Directions: What you need to produce from the material below is an exact transcription of the lines from the one with "600 237 619" through the one with "678 218 691", both included, and no other line.

Records to use:
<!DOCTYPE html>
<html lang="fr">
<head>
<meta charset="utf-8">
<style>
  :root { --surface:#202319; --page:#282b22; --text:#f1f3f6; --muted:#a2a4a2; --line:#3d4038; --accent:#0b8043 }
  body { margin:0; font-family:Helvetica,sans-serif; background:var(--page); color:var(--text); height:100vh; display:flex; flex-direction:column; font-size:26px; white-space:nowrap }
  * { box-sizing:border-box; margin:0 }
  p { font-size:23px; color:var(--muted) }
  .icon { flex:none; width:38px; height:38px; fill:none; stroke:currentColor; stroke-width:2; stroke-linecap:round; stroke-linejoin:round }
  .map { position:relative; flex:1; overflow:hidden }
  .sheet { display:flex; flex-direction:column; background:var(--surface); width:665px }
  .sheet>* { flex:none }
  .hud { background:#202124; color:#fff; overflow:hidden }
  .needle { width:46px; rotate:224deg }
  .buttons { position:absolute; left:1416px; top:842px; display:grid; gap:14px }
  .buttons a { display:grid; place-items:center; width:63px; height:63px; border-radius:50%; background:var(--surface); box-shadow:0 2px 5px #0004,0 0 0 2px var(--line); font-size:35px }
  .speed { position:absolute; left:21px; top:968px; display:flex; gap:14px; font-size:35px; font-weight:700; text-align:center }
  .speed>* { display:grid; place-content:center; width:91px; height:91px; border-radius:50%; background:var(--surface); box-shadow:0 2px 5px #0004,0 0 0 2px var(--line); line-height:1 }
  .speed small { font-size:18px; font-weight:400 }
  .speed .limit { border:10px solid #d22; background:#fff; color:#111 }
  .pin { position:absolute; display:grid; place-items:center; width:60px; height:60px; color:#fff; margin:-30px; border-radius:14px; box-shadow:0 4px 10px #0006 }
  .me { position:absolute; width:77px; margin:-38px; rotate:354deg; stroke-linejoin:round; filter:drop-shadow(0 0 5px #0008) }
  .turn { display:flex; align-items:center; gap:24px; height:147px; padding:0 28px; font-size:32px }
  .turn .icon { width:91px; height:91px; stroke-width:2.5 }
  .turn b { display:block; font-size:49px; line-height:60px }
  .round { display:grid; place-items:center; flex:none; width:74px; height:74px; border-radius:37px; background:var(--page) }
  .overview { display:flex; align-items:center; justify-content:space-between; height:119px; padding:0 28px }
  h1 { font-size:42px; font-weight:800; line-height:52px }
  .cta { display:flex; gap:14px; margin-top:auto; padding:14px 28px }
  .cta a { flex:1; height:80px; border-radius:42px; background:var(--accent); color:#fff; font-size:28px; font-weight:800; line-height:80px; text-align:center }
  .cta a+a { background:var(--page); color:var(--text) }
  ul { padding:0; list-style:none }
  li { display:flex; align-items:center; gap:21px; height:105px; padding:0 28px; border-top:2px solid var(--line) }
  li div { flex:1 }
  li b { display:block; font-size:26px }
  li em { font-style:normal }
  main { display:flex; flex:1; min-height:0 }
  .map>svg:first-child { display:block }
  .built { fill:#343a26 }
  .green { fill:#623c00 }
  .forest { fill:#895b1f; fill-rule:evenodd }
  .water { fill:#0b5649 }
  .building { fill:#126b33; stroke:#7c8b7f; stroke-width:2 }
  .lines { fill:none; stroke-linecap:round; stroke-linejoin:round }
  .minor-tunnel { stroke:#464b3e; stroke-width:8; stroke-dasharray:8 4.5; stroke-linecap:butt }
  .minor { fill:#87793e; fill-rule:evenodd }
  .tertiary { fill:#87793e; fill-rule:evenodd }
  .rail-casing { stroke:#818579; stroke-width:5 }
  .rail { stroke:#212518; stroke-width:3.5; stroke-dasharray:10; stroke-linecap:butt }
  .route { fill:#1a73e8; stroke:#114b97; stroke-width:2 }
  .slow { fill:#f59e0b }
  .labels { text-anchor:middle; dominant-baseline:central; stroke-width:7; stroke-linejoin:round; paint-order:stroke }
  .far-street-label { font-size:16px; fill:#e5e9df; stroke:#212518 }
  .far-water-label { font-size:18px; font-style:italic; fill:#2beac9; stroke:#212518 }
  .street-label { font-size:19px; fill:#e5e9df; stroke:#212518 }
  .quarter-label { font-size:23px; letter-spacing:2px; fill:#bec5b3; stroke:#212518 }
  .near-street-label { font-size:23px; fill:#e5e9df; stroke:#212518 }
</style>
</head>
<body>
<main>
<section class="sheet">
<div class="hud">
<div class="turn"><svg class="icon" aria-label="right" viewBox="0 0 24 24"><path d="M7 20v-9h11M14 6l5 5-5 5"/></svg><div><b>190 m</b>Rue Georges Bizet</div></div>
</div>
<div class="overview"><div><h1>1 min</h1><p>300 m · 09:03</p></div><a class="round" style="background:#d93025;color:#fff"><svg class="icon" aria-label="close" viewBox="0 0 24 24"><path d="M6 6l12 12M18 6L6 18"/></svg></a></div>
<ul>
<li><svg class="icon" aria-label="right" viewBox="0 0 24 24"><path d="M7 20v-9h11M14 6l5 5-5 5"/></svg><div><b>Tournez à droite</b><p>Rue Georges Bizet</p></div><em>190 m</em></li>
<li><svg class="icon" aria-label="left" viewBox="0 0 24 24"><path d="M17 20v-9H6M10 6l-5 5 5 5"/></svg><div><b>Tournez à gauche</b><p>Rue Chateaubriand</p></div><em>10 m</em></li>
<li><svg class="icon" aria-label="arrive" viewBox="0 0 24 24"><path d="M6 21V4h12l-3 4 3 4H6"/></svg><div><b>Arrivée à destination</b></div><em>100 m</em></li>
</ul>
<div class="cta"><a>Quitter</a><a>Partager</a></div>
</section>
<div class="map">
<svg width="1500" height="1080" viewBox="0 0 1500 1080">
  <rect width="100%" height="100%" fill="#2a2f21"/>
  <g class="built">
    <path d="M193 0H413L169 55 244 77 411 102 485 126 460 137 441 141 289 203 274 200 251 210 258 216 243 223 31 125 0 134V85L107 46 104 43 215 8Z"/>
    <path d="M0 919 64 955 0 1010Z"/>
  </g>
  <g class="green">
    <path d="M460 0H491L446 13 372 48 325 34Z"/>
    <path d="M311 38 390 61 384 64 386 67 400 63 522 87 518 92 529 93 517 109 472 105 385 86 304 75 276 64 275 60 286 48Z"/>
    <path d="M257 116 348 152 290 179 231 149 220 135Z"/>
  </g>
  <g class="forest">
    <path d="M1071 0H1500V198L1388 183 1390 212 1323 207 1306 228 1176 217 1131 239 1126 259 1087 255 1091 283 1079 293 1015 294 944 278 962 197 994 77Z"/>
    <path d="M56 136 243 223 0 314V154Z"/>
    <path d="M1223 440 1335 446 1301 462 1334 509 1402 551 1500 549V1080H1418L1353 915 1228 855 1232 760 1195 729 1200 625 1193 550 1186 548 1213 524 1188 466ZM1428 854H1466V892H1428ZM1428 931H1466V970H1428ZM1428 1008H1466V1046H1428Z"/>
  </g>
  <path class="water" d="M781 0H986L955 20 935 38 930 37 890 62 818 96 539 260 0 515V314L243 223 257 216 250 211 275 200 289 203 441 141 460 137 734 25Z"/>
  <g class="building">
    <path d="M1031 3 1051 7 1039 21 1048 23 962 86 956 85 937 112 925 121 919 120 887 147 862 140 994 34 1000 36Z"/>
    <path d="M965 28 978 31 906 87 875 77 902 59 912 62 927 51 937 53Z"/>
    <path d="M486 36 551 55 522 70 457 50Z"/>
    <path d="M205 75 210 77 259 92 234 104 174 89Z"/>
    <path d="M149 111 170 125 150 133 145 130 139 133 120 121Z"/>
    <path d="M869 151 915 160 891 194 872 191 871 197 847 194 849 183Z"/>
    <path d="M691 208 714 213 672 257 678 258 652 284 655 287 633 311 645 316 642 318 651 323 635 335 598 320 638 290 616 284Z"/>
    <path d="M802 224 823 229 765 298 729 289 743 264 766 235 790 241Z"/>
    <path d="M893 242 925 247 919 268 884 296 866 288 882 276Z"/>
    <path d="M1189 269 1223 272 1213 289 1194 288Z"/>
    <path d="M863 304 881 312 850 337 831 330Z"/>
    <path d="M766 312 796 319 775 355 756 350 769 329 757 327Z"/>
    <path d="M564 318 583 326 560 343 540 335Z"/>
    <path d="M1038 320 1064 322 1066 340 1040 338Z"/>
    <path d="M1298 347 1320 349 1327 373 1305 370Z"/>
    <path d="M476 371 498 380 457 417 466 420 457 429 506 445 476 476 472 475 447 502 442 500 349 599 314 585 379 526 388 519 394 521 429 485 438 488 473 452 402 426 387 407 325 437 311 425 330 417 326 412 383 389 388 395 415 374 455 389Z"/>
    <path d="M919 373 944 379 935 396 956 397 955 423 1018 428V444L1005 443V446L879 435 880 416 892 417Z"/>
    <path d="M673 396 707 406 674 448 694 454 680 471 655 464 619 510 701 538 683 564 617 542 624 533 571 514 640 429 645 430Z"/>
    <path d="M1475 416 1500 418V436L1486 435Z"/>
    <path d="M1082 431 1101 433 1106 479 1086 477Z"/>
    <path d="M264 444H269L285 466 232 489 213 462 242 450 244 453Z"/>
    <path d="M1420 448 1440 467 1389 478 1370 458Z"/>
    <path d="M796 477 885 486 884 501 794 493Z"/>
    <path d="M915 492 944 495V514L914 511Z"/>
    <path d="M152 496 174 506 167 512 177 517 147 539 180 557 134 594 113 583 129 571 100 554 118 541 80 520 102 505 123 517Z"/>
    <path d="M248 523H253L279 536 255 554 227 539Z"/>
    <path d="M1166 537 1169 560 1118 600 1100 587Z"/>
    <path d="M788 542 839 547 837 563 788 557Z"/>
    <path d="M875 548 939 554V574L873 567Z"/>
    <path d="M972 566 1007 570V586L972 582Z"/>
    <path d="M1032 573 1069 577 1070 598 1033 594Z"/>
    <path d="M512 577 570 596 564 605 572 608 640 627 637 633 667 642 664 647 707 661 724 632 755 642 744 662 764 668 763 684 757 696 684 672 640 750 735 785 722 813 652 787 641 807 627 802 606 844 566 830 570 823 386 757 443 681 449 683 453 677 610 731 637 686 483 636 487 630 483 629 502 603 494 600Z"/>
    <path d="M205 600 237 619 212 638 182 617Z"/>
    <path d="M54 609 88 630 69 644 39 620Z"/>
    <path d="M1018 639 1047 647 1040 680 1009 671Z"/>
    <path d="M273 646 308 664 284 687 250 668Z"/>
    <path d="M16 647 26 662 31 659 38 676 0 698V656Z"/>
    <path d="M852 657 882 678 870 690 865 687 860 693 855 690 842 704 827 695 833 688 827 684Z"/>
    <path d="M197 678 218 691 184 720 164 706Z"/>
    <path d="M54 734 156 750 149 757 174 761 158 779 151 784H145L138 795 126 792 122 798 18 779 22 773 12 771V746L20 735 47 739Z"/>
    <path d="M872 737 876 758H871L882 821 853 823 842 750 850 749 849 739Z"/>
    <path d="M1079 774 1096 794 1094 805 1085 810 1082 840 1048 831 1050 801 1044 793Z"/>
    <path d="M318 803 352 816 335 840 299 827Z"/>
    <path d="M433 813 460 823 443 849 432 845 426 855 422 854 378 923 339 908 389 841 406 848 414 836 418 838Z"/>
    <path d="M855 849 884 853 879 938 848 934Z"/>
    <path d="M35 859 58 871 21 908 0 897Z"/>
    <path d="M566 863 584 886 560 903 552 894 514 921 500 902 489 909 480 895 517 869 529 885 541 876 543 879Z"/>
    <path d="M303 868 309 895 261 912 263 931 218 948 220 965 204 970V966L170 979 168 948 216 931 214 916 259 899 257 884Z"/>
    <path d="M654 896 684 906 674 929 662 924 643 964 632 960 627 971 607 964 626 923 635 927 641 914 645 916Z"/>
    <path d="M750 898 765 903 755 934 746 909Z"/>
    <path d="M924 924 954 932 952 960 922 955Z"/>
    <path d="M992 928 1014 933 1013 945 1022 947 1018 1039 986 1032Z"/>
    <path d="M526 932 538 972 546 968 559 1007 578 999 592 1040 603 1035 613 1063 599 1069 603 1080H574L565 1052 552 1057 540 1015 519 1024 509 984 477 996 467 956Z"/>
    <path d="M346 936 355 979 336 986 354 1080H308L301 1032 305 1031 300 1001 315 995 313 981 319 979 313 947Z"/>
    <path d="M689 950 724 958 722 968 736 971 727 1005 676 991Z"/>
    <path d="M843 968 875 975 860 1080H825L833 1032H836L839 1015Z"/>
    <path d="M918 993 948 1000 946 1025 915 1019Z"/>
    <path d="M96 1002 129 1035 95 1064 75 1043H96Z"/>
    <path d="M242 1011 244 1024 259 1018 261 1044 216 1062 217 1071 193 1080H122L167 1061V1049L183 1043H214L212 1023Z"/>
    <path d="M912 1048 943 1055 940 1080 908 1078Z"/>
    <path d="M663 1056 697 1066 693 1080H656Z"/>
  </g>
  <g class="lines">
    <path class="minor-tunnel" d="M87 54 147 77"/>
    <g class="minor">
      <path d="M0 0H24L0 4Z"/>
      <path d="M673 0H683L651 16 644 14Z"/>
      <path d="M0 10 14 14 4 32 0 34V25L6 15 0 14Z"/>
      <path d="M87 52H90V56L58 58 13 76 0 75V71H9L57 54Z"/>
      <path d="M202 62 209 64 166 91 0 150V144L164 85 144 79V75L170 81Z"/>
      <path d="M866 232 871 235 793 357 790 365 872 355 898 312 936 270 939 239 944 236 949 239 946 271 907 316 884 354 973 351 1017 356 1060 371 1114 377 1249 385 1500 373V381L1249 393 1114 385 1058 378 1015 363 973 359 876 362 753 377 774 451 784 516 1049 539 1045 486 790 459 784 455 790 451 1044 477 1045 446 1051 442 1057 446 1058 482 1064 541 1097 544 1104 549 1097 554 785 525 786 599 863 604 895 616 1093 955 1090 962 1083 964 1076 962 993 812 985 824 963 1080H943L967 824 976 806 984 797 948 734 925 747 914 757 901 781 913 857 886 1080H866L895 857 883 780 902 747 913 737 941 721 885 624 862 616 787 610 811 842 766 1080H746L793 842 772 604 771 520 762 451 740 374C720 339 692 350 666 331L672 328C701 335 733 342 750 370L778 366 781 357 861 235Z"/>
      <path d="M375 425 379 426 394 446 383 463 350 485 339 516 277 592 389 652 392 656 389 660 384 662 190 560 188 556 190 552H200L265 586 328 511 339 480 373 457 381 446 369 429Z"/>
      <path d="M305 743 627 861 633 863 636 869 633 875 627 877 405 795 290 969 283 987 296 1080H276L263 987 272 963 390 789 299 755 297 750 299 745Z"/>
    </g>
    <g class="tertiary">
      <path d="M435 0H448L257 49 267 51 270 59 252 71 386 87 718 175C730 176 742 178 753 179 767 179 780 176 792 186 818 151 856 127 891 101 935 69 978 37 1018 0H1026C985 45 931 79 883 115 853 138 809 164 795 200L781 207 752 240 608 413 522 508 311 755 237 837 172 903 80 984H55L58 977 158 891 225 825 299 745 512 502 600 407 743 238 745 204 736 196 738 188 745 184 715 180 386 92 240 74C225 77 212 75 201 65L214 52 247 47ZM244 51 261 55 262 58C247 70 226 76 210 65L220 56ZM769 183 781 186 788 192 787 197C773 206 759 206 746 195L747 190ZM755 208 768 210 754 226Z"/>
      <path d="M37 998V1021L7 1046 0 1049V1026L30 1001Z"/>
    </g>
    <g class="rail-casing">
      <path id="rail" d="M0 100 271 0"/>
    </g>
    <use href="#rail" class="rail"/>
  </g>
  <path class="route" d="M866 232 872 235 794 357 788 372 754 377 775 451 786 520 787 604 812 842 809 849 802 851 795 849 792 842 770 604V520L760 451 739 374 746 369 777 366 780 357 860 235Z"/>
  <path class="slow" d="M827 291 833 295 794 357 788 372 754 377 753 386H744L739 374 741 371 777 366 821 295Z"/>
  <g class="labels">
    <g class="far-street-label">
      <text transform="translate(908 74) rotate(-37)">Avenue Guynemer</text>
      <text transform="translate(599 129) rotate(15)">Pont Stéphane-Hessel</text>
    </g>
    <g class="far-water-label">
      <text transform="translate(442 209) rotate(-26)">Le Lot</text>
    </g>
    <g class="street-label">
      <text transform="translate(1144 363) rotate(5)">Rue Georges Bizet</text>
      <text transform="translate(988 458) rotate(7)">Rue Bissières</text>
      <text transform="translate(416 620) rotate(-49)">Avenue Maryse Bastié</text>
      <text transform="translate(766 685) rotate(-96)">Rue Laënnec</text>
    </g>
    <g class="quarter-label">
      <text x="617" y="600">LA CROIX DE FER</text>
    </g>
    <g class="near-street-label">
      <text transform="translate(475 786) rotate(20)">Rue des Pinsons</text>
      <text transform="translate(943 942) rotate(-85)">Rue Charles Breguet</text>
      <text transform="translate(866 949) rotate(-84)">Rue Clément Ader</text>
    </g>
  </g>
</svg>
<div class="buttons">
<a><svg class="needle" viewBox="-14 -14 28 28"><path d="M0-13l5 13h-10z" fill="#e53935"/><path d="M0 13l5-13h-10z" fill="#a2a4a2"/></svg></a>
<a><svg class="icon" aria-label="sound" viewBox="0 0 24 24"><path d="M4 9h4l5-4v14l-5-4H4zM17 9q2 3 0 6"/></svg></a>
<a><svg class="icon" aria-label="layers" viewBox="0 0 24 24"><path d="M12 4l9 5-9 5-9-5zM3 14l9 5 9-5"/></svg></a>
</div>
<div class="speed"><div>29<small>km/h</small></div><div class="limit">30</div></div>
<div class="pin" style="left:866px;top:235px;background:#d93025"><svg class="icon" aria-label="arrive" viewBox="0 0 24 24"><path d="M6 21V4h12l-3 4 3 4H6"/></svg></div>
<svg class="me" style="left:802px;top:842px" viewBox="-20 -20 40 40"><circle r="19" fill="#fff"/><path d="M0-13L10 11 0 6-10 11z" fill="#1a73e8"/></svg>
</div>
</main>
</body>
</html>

Written response:
    <path d="M205 600 237 619 212 638 182 617Z"/>
    <path d="M54 609 88 630 69 644 39 620Z"/>
    <path d="M1018 639 1047 647 1040 680 1009 671Z"/>
    <path d="M273 646 308 664 284 687 250 668Z"/>
    <path d="M16 647 26 662 31 659 38 676 0 698V656Z"/>
    <path d="M852 657 882 678 870 690 865 687 860 693 855 690 842 704 827 695 833 688 827 684Z"/>
    <path d="M197 678 218 691 184 720 164 706Z"/>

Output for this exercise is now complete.